Alvin mengajak Syifa ke kamarnya. Syifa celingak-celinguk melihat kamar mewah milik Alvin. Alvin tersenyum manis melihat wajah Syifa. "Apa kau ingat kamar ini?" tanyanya.

Syifa menggelengkan kepalanya. Alvin tersenyum tipis menanggapi gelengan kepala itu. Mungkin saja Syifa belum mengingat sepenuhnya. Alvin merangkul bahu Syifa dan menuntunnya menuju balkon kamar. Alvin menyuruh Syifa untuk duduk di sofa, Alvin juga ikut duduk di sampingnya.

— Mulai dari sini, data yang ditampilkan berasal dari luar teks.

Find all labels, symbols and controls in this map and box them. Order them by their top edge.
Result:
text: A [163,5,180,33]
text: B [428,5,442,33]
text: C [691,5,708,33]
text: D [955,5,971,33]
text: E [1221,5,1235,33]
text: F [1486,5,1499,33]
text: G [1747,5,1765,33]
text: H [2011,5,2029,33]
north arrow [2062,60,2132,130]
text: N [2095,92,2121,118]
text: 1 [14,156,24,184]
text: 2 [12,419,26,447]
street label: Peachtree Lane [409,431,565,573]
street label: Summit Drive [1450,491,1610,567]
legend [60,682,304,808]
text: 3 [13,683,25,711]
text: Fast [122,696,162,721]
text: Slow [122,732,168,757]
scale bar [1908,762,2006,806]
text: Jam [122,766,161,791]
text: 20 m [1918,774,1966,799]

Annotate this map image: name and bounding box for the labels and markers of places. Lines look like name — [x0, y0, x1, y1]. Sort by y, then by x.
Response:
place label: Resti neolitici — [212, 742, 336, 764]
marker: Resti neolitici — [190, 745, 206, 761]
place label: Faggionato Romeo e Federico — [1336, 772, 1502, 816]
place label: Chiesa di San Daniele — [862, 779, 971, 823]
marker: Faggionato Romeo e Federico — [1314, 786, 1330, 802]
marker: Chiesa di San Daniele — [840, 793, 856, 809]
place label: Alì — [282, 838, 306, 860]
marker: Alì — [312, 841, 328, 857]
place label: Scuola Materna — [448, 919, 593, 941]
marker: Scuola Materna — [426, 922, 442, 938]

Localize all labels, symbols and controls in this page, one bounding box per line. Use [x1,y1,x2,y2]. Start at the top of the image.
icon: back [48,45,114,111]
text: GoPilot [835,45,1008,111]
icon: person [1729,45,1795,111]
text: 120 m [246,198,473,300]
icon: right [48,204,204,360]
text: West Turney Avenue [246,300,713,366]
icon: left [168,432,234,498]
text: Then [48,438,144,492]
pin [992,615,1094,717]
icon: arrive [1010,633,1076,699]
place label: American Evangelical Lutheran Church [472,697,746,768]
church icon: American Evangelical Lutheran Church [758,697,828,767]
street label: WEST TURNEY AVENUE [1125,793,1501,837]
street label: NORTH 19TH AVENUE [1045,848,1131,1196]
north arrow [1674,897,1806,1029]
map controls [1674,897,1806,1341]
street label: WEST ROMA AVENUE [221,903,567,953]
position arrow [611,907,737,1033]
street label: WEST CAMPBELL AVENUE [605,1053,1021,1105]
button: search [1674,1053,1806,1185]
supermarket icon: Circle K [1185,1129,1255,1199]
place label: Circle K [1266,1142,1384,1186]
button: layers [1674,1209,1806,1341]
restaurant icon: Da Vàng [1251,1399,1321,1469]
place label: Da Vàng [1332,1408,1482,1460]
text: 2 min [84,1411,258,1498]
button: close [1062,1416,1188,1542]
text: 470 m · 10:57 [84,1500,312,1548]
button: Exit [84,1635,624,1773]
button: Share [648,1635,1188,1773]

"Jika ada waktu luang untuk bersantai, kita selalu menghabiskan waktu di sini. Sejak kau hilang ingatan, aku merasa takut jika rasa cinta itu ikut menghilang."

"Bagaimana aku akan mencintaimu sedangkan aku sendiri tidak ingat denganmu? Kita hanya pernah saling cinta," sahut Syifa.

Syifa tersenyum tipis kala ia melihat raut wajah Alvin yang sontak berubah. "Tetapi, sekarang aku kembali mencintaimu."

Alvin tersenyum lebar. Syifa yang kali ini jahil sekali. Alvin mencubit pipi Syifa dengan perlahan. Pria itu meletakkan kepala di atas paha milik Syifa. Seperti kala itu. Namun, bedanya sekarang Syifa nampak lebih canggung. Alvin mencium perut besar milik Syifa. Jantung Syifa berdegup kencang. Syifa menarik napasnya dalam-dalam untuk mengontrol perasaannya.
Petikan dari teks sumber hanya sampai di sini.